Data records

Segment Open

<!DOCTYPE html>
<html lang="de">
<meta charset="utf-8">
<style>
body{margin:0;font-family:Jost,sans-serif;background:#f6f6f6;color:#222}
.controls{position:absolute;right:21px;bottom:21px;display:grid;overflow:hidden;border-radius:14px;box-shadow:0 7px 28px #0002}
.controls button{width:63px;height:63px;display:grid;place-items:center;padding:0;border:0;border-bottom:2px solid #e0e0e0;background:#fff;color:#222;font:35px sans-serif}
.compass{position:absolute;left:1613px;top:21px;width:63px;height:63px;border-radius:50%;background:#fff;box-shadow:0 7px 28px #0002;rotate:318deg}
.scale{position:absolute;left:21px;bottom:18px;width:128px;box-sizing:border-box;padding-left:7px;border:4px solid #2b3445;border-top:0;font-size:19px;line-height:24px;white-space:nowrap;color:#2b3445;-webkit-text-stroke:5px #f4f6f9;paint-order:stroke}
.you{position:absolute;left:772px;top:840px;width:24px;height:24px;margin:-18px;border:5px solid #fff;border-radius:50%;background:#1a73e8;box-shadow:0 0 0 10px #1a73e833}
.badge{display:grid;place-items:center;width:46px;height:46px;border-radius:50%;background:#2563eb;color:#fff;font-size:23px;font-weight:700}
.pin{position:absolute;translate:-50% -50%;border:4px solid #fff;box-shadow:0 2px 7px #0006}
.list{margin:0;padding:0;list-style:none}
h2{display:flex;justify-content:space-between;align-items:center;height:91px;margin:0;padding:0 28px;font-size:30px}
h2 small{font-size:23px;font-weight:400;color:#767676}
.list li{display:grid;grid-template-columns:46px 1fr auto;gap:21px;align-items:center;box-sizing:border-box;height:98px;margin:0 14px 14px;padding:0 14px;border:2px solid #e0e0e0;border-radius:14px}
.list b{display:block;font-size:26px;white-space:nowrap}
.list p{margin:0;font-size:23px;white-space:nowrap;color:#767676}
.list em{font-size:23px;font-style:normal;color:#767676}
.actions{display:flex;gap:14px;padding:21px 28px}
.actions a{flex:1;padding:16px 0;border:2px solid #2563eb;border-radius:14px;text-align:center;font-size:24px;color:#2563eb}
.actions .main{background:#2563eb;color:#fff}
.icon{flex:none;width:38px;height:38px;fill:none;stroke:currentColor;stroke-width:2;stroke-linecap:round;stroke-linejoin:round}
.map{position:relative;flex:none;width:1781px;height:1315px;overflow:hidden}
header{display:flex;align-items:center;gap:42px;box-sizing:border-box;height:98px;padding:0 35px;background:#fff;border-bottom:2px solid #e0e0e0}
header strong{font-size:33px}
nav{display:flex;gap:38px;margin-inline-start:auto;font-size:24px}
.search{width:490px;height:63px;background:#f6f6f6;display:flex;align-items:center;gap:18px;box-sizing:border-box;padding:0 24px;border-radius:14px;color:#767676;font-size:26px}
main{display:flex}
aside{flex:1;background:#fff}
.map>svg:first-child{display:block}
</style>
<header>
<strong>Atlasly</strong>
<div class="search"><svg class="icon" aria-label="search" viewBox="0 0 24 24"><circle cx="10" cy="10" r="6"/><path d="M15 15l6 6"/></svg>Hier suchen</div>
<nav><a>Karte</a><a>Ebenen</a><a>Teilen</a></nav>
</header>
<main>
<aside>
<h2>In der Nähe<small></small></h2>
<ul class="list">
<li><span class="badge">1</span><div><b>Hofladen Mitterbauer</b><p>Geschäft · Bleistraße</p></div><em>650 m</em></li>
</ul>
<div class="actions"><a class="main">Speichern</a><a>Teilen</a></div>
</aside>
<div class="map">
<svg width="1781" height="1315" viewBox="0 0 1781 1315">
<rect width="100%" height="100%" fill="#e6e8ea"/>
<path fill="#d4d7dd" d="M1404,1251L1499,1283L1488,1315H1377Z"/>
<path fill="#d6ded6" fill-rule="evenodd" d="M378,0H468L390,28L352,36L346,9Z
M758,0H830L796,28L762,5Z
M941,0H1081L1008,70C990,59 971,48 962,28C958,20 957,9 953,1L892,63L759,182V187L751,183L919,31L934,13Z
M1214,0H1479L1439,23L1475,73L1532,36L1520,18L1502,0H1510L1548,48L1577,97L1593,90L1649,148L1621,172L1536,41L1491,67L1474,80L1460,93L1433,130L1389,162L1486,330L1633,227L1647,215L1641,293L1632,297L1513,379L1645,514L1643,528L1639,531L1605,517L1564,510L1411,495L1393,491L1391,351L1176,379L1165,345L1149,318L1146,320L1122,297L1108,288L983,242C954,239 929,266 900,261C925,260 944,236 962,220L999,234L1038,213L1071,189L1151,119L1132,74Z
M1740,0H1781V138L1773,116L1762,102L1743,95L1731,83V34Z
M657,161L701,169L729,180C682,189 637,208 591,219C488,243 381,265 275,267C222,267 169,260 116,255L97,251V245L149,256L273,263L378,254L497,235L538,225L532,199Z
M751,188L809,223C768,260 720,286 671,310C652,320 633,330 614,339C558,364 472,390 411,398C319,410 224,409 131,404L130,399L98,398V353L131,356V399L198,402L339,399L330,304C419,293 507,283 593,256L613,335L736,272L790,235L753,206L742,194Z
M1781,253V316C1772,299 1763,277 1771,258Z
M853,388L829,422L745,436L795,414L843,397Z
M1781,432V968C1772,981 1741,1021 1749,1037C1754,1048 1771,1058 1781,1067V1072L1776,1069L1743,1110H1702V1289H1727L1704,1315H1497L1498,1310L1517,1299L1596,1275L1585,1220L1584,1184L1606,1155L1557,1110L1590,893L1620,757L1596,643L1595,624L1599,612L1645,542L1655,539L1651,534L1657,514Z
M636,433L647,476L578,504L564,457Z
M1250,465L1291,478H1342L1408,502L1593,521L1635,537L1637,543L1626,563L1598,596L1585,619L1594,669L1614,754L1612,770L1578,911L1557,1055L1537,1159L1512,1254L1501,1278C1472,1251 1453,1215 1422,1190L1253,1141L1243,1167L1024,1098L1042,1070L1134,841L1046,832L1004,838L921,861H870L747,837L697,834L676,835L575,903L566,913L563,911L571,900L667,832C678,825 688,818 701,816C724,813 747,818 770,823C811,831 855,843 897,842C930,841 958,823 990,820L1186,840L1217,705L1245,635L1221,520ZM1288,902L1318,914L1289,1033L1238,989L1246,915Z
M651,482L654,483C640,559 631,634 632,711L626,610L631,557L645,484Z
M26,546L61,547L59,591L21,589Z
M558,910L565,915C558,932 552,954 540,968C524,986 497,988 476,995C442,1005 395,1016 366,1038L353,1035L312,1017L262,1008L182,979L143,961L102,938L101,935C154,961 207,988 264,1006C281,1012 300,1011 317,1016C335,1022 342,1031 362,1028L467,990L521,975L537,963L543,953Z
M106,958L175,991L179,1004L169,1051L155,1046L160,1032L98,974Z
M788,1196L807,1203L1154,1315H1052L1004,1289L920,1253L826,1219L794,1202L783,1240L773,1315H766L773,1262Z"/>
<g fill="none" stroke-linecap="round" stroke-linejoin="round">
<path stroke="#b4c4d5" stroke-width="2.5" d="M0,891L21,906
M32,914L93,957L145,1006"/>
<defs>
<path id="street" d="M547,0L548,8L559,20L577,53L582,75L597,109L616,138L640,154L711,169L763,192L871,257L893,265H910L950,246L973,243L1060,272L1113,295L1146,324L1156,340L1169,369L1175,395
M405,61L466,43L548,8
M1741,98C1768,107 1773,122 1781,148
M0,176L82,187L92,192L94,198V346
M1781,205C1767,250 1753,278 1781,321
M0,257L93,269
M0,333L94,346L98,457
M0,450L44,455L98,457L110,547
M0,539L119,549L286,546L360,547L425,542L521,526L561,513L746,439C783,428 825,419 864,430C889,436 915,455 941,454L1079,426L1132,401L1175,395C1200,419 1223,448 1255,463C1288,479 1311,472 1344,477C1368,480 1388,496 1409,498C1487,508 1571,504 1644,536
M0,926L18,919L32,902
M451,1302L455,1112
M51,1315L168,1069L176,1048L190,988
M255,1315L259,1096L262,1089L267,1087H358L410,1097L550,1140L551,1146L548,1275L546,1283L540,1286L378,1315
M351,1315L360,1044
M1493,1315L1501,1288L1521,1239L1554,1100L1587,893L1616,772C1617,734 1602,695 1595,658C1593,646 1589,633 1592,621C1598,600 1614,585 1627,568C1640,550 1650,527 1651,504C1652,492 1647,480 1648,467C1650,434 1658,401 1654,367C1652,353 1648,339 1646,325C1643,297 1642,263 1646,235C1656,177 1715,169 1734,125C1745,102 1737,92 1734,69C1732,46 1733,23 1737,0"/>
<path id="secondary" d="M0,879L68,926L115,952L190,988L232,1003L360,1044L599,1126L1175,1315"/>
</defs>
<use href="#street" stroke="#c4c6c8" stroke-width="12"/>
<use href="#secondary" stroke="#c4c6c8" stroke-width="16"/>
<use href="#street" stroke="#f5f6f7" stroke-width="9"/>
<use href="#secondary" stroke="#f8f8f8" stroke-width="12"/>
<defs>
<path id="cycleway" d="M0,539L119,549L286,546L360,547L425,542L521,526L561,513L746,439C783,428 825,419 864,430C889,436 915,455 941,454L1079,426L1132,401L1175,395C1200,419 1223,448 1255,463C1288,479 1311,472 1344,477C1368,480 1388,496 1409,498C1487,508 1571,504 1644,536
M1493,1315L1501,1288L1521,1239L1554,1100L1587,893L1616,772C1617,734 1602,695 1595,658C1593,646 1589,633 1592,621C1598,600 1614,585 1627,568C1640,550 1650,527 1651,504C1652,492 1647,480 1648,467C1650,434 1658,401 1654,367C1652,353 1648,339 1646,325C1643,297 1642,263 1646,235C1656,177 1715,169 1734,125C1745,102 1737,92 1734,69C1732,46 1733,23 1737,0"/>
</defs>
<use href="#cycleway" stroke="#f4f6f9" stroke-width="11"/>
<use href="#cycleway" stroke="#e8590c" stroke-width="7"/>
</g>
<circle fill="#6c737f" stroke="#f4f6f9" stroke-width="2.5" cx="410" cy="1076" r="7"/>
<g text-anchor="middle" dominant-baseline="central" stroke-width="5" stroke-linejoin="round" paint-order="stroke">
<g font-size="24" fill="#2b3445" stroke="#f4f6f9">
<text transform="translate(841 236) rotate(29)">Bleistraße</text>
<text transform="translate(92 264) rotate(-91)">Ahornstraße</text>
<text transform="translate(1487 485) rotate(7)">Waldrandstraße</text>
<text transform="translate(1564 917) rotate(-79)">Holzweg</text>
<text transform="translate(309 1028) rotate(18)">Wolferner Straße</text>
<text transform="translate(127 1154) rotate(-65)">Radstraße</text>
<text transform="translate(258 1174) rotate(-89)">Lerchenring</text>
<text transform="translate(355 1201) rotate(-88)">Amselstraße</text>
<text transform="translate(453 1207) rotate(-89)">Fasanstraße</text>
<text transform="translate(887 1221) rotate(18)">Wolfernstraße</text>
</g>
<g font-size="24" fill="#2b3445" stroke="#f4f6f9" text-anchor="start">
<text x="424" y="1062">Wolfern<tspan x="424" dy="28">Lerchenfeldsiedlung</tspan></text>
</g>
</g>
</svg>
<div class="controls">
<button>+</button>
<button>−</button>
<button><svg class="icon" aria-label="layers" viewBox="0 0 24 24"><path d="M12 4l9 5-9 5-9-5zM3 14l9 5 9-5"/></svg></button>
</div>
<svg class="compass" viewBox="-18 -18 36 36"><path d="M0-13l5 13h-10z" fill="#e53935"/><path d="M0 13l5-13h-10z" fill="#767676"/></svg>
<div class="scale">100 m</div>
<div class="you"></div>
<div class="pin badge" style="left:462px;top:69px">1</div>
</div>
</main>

Segment Closed

→ **Exercise aim**
Where a line in the records above contains the string "white", return that line.

→ **Solution**
.scale{position:absolute;left:21px;bottom:18px;width:128px;box-sizing:border-box;padding-left:7px;border:4px solid #2b3445;border-top:0;font-size:19px;line-height:24px;white-space:nowrap;color:#2b3445;-webkit-text-stroke:5px #f4f6f9;paint-order:stroke}
.list b{display:block;font-size:26px;white-space:nowrap}
.list p{margin:0;font-size:23px;white-space:nowrap;color:#767676}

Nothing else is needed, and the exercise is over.